(Task directions)
Copy the records below in full and leave every image out of the copy.

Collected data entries
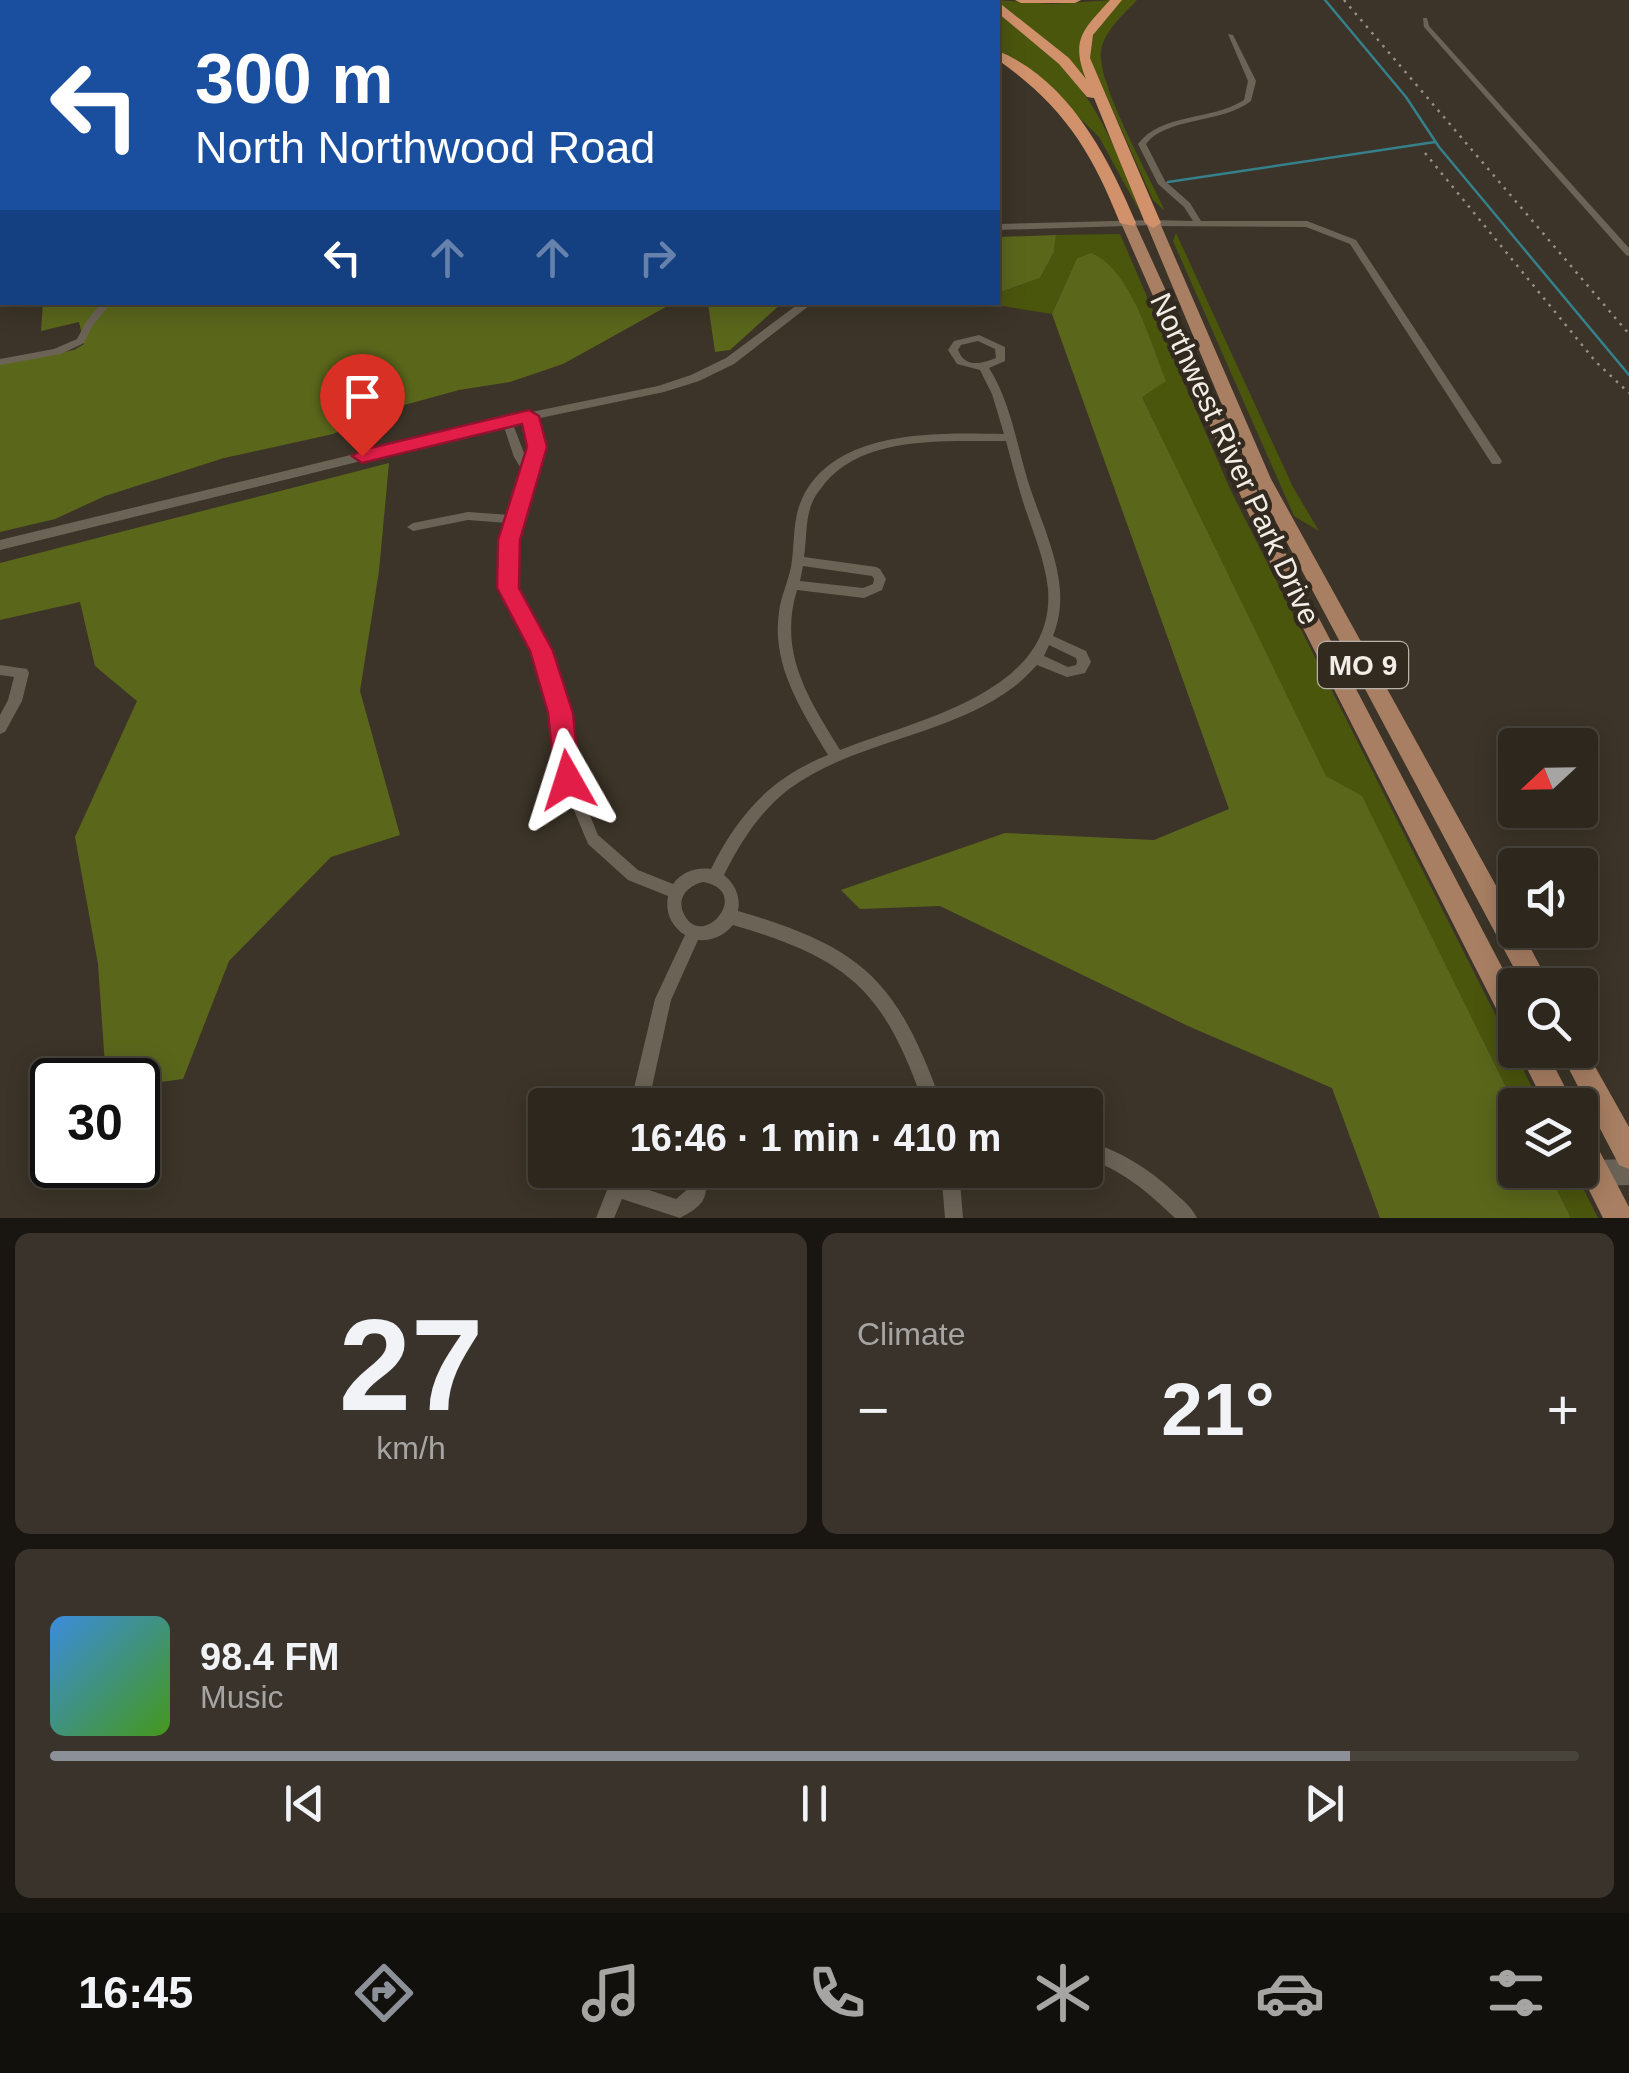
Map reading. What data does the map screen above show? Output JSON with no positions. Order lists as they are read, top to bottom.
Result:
{
  "streets": {
    "highway": ["Northwest River Park Drive", "MO 9"]
  },
  "crossings": [
    ["Northwest River Park Drive", "MO 9"]
  ],
  "north": "left",
  "page": {
    "turn": ["300 m", "North Northwood Road"],
    "limit": "30",
    "trip": "16:46 · 1 min · 410 m",
    "tile": [
      ["27", "km/h"],
      "Climate"
    ],
    "heat": ["−", "21°", "+"],
    "song": ["98.4 FM", "Music"],
    "tabs": "16:45"
  }
}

(Answer box)
Map reading. What data does the map screen above show? Output JSON with no positions. Order lists as they are read, top to bottom.
Result:
{
  "streets": {
    "highway": ["Northwest River Park Drive", "MO 9"]
  },
  "crossings": [
    ["Northwest River Park Drive", "MO 9"]
  ],
  "north": "left",
  "page": {
    "turn": ["300 m", "North Northwood Road"],
    "limit": "30",
    "trip": "16:46 · 1 min · 410 m",
    "tile": [
      ["27", "km/h"],
      "Climate"
    ],
    "heat": ["−", "21°", "+"],
    "song": ["98.4 FM", "Music"],
    "tabs": "16:45"
  }
}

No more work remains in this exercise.